On another note I am dreaming about putting 4 of these on a car someday. http://www.proteanelectric.com/. That is your motors and controllers all in wheel. Leaves the rest of your room for batteries, charger, electronics and cooling. Over 4000Nm peak at the wheel capable. That is awesome!

-Kyle


----------



## Ellrot (May 17, 2010)

njloof said:


> This one, perhaps?
> 
> http://www.rimac-automobili.com/


It's gotta be the Rimac if you got the cash


----------



## Kevin Sharpe (Jul 4, 2011)

Ellrot said:


> It's gotta be the Rimac if you got the cash


for $900K I can build a lot of car


----------



## rochesterricer (Jan 5, 2011)

Mate Rimac, username Crodriver on here, will sell you similar drivetrain components to what he is using in that car. It isn't cheap stuff, but it is very good. IIRC, he was able to get the BMW to run 11's with just one of those motors.


----------



## Kevin Sharpe (Jul 4, 2011)

Many thanks for all the feedback... I'm currently talking to a number of people about this project and will let you know how we get on 

Lots of rumours that Tesla will finally offer some performance upgrades for the Roadster including a sub 3 second 0-60 (not bad for a production car).


----------



## Dennis (Feb 25, 2008)

I would like to add that it is actually easier to obtain regen with a DC set up than with an AC setup, if the DC motor used is a sep EX. The people on here telling you that DC regen is not possible are assuming series wound DC motors. The only issues with a sep EX motor is you must know its field map and I do not know of any DC EV controller on the market in high power for such motors. In industrial manufacturing these controllers are common though, but require AC input because of using thyristors that are dependent on the AC sinewave to shut them off at the zero crossing.


----------



## drivin98 (May 9, 2008)

As previously suggested, I'd look into sourcing a motor/inverter from CroDriver (Rimac). He's put some of his stuff in an Opel Speedster already (http://www.facebook.com/photo.php?f...202.100003295904581.1189320210&type=1&theater), which is, of course, a close cousin of the Tesla Roadster.
Perhaps he might privately divulge what kind of performance he is getting with it.

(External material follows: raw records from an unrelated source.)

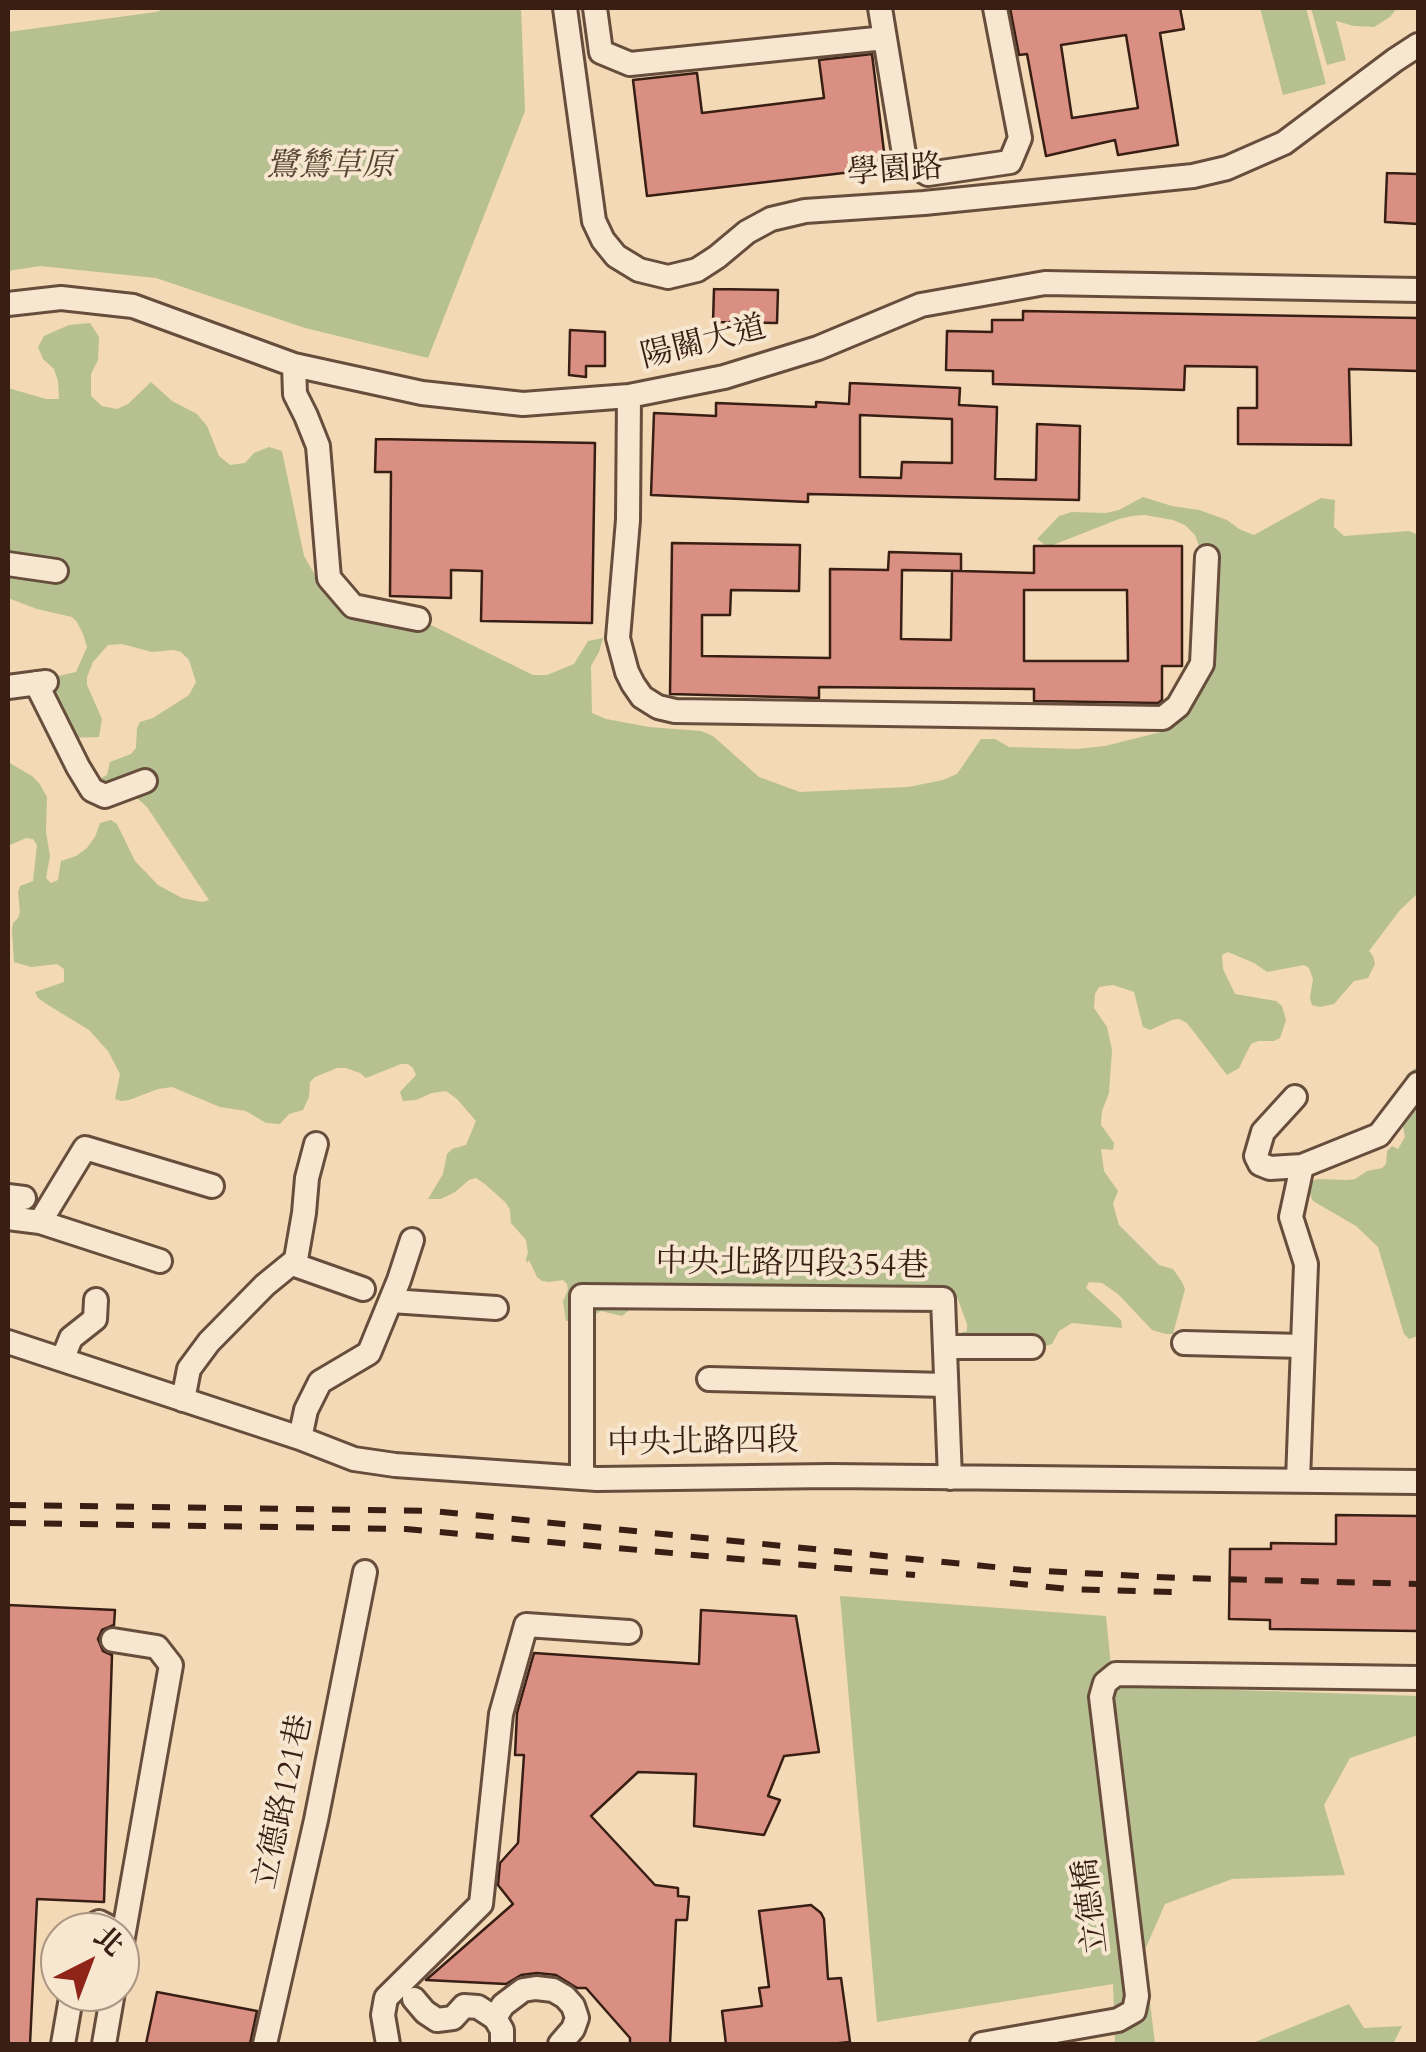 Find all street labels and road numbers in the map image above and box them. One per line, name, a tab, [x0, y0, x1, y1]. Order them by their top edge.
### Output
street label: 學園路	[846, 149, 944, 195]
street label: 陽關大道	[637, 310, 771, 378]
street label: 中央北路四段354巷	[655, 1244, 929, 1288]
street label: 中央北路四段	[607, 1423, 799, 1465]
street label: 立德路121巷	[248, 1711, 322, 1893]
street label: 立德橋	[1068, 1856, 1118, 1956] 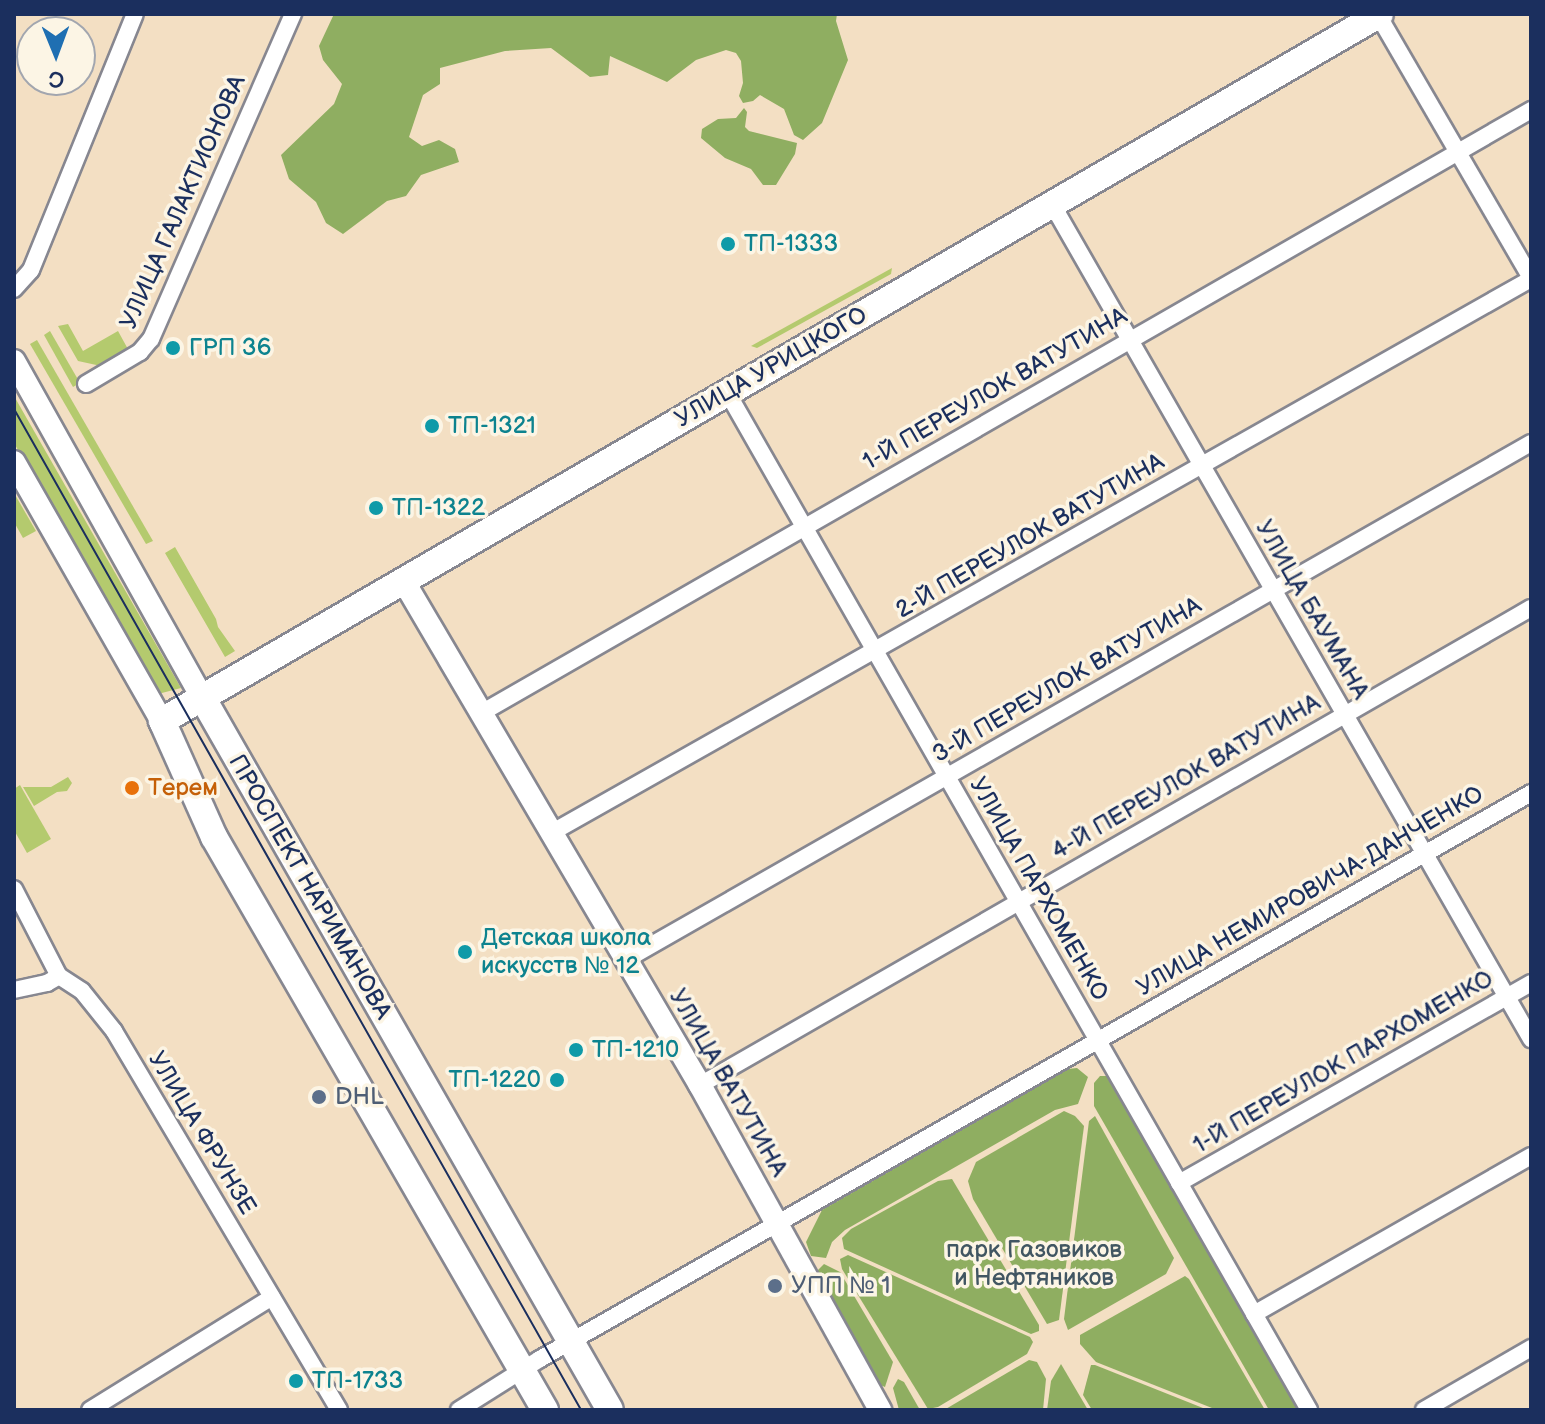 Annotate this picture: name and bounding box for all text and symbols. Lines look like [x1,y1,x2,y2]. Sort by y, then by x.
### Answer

Other thoughts: If Mission Motors will sell you two or more motors (AWD might be necessary to achieve that kind of acceleration without the benefit of slicks), using components like that might be more effective than trying to liquid cool a Tesla Roadster motor.
Also, you might consider an Ariel Atom or KTM X-Bow chassis (or similar) to trade off need for horsepower with weight reduction.
Similarly, you could even duplicate, or try to improve on, the Toyota Motorsport GMBH P001 that just won the electric class in the Pikes Peak International Hill Climb. (http://green.autoblog.com/2012/06/08/toyota-plans-radical-raid-on-pikes-peak-w-video/)


----------



## rochesterricer (Jan 5, 2011)

The Facebook link doesn't work for me.


----------



## MalcolmB (Jun 10, 2008)

Hi Kevin,
Just in case you haven't come across them before, I'd suggest looking at Yasa motors – they're built in Oxfordshire:
http://www.yasamotors.com/technology


----------



## CroDriver (Jan 8, 2009)

Kevin Sharpe said:


> for $900K I can build a lot of car


Really? Elon should hire you, you would save tons of R&D money.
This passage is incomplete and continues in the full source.